Expectation of the Limit of a Sequence of Random Variables

Question

Let $(\Omega, \mathcal{F}, \mathbb{P})$ be a probability space. Suppose that we have a sequence of random variables ${X_n}$ with the property that

$$ \mathbb{P}\Big( \lim_{n\to\infty} X_n = 0 \Big) = 1. $$

My intuition from this equation is that the event

$$A = \Big\{ \omega \in \Omega | \lim_{n\to\infty} X_n(\omega) = 0 \Big\}$$

is a high probability set. In an example, I encountered that it follows

$$ \mathbb{E}\Big( \lim_{n\to\infty} X_n \Big) = 0. $$

However, I couldn't truely understand why this happens. I do not know much about measure theory and its applications in probability, so it would be nice if you could explain this in terms of basic mathematical analysis or at least a minimal amount of measure theory supported by some analysis and intuition.
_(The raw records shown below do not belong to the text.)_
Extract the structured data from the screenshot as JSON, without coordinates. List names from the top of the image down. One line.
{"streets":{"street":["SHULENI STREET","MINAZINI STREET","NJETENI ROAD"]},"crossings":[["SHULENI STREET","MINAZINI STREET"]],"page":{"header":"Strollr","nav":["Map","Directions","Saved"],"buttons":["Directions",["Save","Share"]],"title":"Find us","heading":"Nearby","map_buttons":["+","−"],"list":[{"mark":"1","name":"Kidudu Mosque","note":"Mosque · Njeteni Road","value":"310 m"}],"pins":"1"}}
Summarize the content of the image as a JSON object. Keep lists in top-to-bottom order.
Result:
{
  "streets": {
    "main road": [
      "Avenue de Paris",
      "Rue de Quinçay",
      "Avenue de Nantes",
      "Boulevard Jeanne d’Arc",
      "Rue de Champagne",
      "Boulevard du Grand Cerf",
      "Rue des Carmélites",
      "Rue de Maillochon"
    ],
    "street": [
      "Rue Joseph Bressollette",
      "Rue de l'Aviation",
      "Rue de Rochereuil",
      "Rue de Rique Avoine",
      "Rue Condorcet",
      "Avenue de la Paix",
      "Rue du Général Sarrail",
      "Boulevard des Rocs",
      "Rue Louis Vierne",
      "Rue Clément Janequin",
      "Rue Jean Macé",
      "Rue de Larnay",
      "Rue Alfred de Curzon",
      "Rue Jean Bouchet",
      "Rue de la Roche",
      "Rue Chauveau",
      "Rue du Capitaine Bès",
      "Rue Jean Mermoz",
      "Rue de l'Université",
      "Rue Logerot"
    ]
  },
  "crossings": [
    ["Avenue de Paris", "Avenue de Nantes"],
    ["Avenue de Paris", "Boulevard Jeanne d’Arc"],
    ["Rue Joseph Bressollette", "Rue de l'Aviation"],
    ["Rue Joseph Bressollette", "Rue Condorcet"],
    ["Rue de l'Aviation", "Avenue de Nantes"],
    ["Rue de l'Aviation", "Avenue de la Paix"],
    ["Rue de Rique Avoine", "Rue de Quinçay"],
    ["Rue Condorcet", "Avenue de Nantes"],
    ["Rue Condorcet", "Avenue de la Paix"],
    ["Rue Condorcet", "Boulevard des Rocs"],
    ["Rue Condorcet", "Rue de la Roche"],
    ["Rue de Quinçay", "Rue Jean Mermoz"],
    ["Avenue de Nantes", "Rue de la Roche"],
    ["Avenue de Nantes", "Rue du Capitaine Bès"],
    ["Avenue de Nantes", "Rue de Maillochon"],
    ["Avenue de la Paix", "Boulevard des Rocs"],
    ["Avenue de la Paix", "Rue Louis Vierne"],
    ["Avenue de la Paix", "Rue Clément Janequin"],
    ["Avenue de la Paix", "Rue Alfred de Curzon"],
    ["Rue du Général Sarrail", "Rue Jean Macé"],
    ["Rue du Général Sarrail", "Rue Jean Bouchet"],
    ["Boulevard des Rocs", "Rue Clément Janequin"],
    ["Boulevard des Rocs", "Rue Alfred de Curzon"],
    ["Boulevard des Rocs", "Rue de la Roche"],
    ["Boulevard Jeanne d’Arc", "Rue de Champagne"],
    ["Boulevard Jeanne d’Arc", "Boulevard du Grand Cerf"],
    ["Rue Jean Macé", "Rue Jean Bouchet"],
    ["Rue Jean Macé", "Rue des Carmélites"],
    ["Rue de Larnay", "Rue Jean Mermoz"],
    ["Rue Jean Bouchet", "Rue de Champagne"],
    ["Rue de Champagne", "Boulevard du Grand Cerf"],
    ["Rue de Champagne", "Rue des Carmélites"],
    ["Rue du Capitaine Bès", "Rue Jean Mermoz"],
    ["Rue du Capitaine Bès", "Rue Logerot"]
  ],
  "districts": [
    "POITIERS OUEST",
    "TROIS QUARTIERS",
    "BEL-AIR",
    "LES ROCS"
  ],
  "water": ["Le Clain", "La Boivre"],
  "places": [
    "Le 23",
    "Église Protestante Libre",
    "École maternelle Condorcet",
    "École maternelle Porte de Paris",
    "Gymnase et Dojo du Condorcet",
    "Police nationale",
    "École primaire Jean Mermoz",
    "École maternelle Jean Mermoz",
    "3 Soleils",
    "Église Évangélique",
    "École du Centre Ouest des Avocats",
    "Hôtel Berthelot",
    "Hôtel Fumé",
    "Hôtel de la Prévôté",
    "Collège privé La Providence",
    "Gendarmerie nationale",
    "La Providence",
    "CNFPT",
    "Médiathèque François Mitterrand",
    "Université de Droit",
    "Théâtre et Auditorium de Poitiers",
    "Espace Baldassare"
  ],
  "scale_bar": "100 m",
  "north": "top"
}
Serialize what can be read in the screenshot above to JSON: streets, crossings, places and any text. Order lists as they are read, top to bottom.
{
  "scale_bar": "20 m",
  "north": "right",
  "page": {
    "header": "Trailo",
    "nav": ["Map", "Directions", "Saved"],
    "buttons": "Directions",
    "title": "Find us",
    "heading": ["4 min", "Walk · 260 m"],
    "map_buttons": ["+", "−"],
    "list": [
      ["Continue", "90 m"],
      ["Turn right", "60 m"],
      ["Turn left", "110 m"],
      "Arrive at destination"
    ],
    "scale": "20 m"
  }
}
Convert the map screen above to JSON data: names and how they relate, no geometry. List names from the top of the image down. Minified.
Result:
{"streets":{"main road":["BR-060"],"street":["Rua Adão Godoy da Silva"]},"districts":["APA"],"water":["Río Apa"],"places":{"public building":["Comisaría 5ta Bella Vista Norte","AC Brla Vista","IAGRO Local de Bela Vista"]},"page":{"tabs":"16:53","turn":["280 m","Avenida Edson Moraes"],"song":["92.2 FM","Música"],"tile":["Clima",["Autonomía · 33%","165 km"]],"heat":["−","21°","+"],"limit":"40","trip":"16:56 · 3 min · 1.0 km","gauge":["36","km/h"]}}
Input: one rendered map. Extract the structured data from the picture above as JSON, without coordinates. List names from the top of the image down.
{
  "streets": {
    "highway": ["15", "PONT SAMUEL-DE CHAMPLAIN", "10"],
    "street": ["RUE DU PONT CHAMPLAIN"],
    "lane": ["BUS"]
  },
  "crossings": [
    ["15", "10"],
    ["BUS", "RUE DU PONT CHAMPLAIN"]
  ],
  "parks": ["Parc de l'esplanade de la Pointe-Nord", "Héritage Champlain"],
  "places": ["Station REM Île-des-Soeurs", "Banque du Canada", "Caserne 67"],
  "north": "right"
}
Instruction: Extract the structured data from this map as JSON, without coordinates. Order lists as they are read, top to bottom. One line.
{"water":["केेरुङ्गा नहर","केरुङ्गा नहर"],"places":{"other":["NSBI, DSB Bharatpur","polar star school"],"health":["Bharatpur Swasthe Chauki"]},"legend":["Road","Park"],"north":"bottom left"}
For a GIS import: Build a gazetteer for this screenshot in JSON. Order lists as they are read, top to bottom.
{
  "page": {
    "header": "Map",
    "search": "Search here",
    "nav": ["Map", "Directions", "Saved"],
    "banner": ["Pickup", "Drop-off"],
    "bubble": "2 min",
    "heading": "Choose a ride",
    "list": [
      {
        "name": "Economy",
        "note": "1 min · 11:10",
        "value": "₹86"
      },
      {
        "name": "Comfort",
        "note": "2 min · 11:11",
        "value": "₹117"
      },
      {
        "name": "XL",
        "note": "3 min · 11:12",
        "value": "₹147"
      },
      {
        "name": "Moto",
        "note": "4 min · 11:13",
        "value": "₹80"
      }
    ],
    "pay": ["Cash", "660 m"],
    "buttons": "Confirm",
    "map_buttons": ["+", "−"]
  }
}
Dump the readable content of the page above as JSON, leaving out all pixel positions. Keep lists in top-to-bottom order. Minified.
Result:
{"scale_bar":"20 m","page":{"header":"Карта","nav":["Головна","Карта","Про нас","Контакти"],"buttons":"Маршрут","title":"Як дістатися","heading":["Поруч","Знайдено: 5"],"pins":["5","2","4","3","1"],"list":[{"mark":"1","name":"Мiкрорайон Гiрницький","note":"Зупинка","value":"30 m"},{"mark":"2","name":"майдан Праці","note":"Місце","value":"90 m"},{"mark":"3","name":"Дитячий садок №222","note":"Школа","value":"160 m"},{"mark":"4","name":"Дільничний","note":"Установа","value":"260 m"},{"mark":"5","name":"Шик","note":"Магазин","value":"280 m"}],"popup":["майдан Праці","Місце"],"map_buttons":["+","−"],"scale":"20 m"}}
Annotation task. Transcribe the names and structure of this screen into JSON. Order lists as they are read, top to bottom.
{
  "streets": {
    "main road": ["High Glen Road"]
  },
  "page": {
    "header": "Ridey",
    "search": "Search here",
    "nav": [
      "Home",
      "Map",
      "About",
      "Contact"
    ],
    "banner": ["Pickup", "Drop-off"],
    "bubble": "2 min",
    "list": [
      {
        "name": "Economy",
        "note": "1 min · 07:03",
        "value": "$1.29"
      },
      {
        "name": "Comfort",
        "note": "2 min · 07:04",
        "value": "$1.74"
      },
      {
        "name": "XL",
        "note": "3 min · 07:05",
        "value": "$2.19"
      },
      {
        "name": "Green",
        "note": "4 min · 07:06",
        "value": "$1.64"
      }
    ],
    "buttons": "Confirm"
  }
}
Another natural question is that what can we say about the cardinality of $A$?

Answer 1

Denote $\lim X_n = Y$ (1). Since the $X_n$ are measurable, $Y$ is also measurable. By assumption $\mathbb P\{Y=0\}=1$. Then $$ EY = \int _{\{Y=0\}}Yd\mathbb P + \int _{\{Y\neq 0\}}Yd\mathbb P = 0. $$ In the first case, we integrate zero and in the second case we integrate over a set of size zero. In both cases, the result is zero.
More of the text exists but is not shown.